A weight loss 90 day challenge has become a popular and sometimes fun trend. After all, by committing to a certain length of time, you may find it easier to stick to your efforts. Since you’ll always be able to see your goal, and it won’t be too far away, you will feel more motivated to keep going than if your goal feels eons away.
What Type of Weight Loss 90 Day Challenge is Best?
Good question! Unfortunately, it’s not as simple as pointing to one specific weight loss 90 day challenge that is ideal for everyone. We all have our own dieting goals, fitness levels and specific lifestyle requirements. As a result, we all have different needs in terms of the strategies we take on, too.
Therefore, the best way for you to choose the right challenge strategy for you is to know what you need and what to look for in this type of strategy.

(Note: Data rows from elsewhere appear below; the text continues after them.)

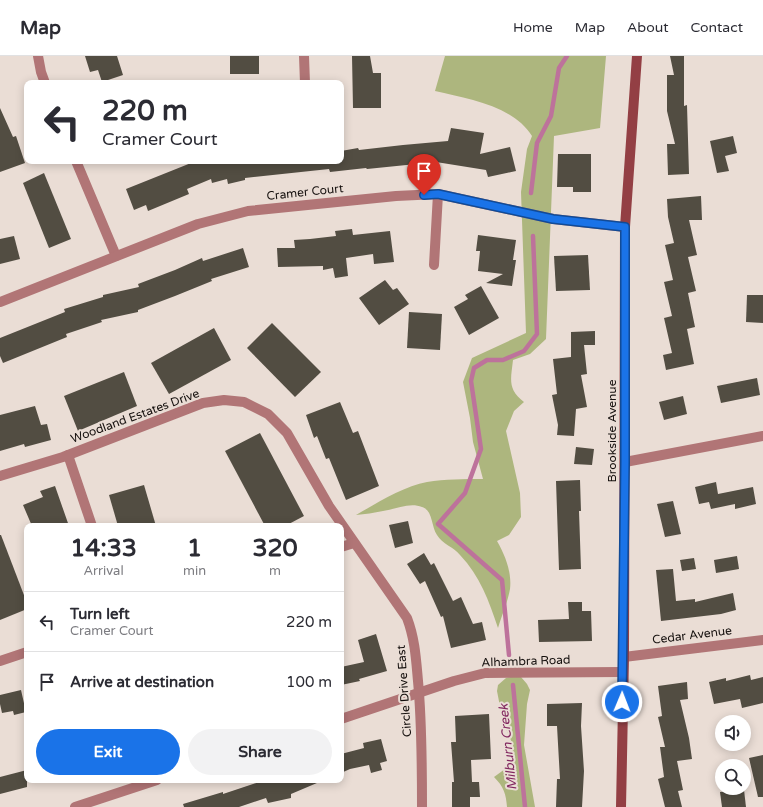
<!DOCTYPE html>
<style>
:root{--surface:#fff;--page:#f2f2f3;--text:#2b2b33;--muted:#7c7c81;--line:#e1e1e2;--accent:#1a73e8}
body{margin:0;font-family:"Varela Round",sans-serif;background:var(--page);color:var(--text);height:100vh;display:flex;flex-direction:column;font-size:15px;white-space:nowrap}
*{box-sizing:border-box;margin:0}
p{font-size:13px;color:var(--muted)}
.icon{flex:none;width:22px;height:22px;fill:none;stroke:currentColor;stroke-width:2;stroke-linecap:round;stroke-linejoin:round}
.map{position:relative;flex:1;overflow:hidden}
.panel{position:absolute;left:24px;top:467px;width:320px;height:260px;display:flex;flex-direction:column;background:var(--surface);border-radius:8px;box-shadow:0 2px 10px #0003}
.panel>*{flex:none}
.top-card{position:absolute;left:24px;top:24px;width:320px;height:84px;border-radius:8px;box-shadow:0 2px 10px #0003;background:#fff;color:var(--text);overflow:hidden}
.buttons{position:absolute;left:715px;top:659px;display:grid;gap:8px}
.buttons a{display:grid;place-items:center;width:36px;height:36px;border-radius:50%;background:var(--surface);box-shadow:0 2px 10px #0003;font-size:20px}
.pin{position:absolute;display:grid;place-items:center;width:34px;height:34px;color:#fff;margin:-41px -17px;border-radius:50% 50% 50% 0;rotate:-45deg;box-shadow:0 0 4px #0007}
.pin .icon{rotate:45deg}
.me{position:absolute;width:44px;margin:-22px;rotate:1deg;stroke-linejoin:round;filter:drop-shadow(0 0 3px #0008)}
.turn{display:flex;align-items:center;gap:14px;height:84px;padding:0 12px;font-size:18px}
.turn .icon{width:52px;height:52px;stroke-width:2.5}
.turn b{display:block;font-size:28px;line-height:34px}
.eta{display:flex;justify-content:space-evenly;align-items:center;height:68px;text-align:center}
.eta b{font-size:24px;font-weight:700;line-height:28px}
.cta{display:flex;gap:8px;margin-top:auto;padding:8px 12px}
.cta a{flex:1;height:46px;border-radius:24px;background:var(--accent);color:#fff;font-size:16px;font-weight:700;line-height:46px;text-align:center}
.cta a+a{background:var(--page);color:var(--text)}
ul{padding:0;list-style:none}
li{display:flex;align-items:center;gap:12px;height:60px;padding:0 12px;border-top:1px solid var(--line)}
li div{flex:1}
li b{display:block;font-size:15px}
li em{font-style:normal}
header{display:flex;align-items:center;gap:24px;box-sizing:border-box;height:56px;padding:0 20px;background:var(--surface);border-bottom:1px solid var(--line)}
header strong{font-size:19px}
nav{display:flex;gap:22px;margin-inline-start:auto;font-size:14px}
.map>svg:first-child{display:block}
.green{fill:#adb67e}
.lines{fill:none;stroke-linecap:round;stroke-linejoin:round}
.stream{stroke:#bd729b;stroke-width:4.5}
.building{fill:#524d42}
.minor{stroke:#b17576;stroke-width:10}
.secondary{stroke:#933f44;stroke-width:10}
.route-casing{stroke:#114b97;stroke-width:10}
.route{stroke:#1a73e8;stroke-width:7}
.labels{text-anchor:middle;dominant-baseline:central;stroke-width:4;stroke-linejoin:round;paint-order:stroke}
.street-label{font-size:12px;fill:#140f0d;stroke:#eaddd5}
.water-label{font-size:13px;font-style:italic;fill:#822860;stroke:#eaddd5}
</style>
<header>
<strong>Map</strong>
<nav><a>Home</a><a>Map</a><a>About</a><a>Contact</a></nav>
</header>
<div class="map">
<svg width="763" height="751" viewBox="0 0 763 751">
<rect width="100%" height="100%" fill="#eaddd5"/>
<!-- green -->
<g class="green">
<path d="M445 0H606L600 72 554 80 546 283 530 298 513 304C511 323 507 333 524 346L514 355 506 375 520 437 521 461 509 479 497 485C505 499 512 516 510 533 508 545 502 559 498 572 489 545 480 520 460 499 454 491 442 488 437 479 431 470 433 454 422 451 410 446 396 453 383 455 374 457 365 458 356 459 377 447 404 430 427 426 445 423 464 423 483 423L473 386 470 362 463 326 472 302 526 277 521 136 527 93 532 80C512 49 468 43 435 35Z"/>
<path d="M515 620 521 621 527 628 530 634 527 648 524 689 535 751H507C506 738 504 731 494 721L505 713 511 703 513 689 503 666 497 635 498 629 506 622Z"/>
</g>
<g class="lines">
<!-- stream -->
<g class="stream">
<polyline points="531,137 537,87 551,60 559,12 567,0"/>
<polyline points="509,599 502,524 438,468 465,437 481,393 471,325 474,312 487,304 503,304 524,295 537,278 533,180"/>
<polyline points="513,629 525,751"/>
</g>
</g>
<!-- building -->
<g class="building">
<polygon points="85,0 117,0 123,19 102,26 98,14 90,16"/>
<rect x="230" y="0" width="29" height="18"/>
<polygon points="352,0 370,0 373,17 381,17 381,52 353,52"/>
<polygon points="670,0 684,0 684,50 687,49 689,118 668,119 667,88 675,88 667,55 667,19 674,19"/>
<polygon points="0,52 13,81 16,80 25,107 0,116"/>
<polygon points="451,72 484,77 480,98 510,91 516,115 488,121 486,114 436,106 367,113 366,112 330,116 329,113 245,122 245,124 228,128 227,123 212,127 211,123 187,133 189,138 148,155 146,149 134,154 126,133 196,105 341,105 341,95 358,92 359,94 403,89 448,85"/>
<polygon points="733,80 737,97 725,100 729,115 717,117 710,85"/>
<polygon points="558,98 591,98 591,136 573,136 573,131 557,131"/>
<polygon points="44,117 71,183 49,192 23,127"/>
<polygon points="701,140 702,164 689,164 697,199 688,201 696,235 688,237 695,271 687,273 694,308 666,314 663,299 672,297 664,262 672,260 664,226 673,224 665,189 674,187 668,161 667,143"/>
<polygon points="352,173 353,179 390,175 394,206 374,208 373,198 346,202 348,220 335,222 333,212 323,214 323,210 278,211 277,192 295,192 294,184 310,183 336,180 335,175"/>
<polygon points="478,179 516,184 513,204 516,204 512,230 486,227 503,218 478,215 480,195 476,195"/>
<polygon points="14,180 20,203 0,208 0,183"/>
<polygon points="243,192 249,211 211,223 212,225 175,240 138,254 138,256 101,264 102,266 66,278 67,281 3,307 0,300 0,282 65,256 64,253 103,241 103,239 139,231 138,228 175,214 202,202 203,205"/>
<polygon points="588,199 590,234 556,235 554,200"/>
<polygon points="385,224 393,234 397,232 409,248 379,269 359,242"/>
<polygon points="481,230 499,262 469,279 454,251 468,243 465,239"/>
<polygon points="747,239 763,239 763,267 746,266"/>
<polygon points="409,256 442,258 440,294 407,292"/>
<polygon points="272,267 321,316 295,341 247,292"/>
<polygon points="214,272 231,304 169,338 151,307"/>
<polygon points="595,275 595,289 584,289 587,318 581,319 587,351 576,353 574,380 557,379 558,369 552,339 557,338 553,303 571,301 571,276"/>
<polygon points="124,316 137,350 78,375 64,340"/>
<polygon points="757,322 760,339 721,347 717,330"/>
<polygon points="683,340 687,358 664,364 659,346"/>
<polygon points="340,346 353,377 358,375 379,430 346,444 329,402 326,403 317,380 314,382 306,359"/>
<polygon points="35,350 41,369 47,368 51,384 25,391 24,388 0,395 0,359"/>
<polygon points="260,377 304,460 285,470 265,470 225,395"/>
<polygon points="576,391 594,393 592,409 574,408"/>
<polygon points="580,424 581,455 579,455 581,513 559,514 556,425"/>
<polygon points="716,426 718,438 753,431 756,448 735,453 735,448 711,453 709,446 699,448 695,431"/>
<polygon points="144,429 156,470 118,470 109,439"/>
<polygon points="55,430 69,470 32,470 23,449 43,441 40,435"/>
<polygon points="673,445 681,478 665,481 657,448"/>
<polygon points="408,465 413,487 395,492 389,469"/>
<polygon points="0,479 1,479 27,547 27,553 0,564"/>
<polygon points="424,497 431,509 434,507 453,545 461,541 473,568 482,566 486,584 451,592 443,560 441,561 425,525 420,528 407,508"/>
<polygon points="737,500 739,513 716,517 714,504"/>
<polygon points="694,502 696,513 682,515 680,504"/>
<polygon points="673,513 676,545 695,543 695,546 733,537 736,554 721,558 661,565 656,514"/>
<polygon points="568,546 582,546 582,555 591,555 592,585 539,586 538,564 569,563"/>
<polygon points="376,578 387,615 359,623 360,625 341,629 341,611 364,606 358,584"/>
<polygon points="750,619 751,624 763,621 763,647 742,652 740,643 714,648 709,626 726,622 726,625"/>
<polygon points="687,626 688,643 680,644 689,682 692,703 677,705 683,734 678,735 682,751 665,751 658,723 664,721 660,691 665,691 658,661 662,660 658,630"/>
<polygon points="21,634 26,656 14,659 13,655 2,657 0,648 0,639"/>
<polygon points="582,647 581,670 584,715 582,751 556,751 557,723 560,723 557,670 547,670 547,648"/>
<polygon points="489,658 491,703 471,704 472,726 479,726 480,741 470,741 470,751 452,751 452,726 454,726 451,686 456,686 455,660"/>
<polygon points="381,683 387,705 380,707 382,714 371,717 369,709 350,713 341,717 341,698 364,692 363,687"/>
<polygon points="763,699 763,741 758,741 749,702"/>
<polygon points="27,714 27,731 0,738 0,721"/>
<polygon points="265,724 324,724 291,738 291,742 268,747 266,742 239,751 184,751 183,748 223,736 223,738"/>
<polygon points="744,734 746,751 722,751 720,736"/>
</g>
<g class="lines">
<!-- minor -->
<g class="minor">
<polyline points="38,0 41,16 45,27"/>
<polyline points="304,0 305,27"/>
<polyline points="76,105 116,200"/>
<polyline points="434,209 438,138"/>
<polyline points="0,246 198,168 248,155 396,140 438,138 553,163 625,171"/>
<polyline points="68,399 92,470"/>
<polyline points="625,406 763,380"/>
<path d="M0 420 63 401 203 347 224 344 244 346 268 358 287 377 329 450 407 562C415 583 416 603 418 625 422 667 422 709 422 751"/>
<polyline points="341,491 354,487"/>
<polyline points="624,601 763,584"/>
<polyline points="0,605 27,596"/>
<polyline points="341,663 454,625 485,617 622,616"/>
<polyline points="75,751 157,724"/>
</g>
<!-- secondary -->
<polyline class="secondary" points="621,751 624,601 625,171 637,0"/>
</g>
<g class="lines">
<!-- route casing -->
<g class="route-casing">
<polyline id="route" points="424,139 438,138 553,163 625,171 625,406 622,646"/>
</g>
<!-- route -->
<use href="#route" class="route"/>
</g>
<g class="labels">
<!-- street labels -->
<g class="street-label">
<text transform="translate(305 136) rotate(-6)">Cramer Court</text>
<text transform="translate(135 360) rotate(-20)">Woodland Estates Drive</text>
<text transform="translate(612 375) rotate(-90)">Brookside Avenue</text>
<text transform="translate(692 579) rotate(-7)">Cedar Avenue</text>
<text transform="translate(526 605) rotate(-2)">Alhambra Road</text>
<text transform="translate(404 635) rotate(-94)">Circle Drive East</text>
</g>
<!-- water labels -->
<g class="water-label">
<text transform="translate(508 691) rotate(-96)">Milburn Creek</text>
</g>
</g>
</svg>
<div class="buttons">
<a><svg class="icon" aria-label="sound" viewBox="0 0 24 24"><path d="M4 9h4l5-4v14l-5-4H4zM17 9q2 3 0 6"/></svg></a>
<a><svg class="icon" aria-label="search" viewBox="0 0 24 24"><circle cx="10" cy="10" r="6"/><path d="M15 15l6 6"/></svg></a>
</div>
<div class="pin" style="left:424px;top:139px;background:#d93025"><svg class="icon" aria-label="arrive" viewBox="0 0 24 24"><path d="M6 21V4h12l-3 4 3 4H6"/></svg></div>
<svg class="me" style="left:622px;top:646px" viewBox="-20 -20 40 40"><circle r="17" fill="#1a73e8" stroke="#fff" stroke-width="3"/><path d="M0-11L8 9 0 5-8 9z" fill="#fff"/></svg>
<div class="top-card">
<div class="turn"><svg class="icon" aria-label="left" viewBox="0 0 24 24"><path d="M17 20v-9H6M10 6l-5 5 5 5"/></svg><div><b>220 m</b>Cramer Court</div></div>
</div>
<section class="panel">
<div class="eta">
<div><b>14:33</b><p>Arrival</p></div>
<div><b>1</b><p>min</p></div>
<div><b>320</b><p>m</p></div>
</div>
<ul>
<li><svg class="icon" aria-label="left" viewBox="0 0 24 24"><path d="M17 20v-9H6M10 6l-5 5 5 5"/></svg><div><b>Turn left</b><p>Cramer Court</p></div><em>220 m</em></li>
<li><svg class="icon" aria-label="arrive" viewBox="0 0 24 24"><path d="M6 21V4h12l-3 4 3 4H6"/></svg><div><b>Arrive at destination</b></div><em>100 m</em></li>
</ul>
<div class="cta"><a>Exit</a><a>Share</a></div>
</section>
</div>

That way, you’ll be able to narrow down your options and pick the one that is best for you.
Choosing a Strategy to Follow for the Next 3 Months
There are several things to look for in a weight loss 90 day challenge for you. Consider the following points and don’t forget that, when in doubt, it’s always best to speak with your doctor when you’re making choices to change your lifestyle such as your exercise and eating habits.
- Make sure it doesn’t involve extreme Eating too restrictively can harm your metabolism, your health and even your motivation to try other positive lifestyle changes.
- Be certain that it involves steps that will bring you closer to your goals. Take a look at what the three month strategy requires of you. Will its outcomes help you get closer to your goals?
- Choose an option that you want to do. It’s all well and good to have a challenge buddy or even to be a part of a group effort. However, when all is said and done, be sure the strategy you take on is something you want to do, not just something you’re doing to be part of the group.
- Look for long term benefits. This may be a weight loss 90 day challenge, but it should offer you something for the longer term. This could be building a great new eating habit, discovering a new type of workout routine you’ll be able to keep up longer term (even if not quite at that intensity or regularity), or something else that will be advantageous for more than just three months.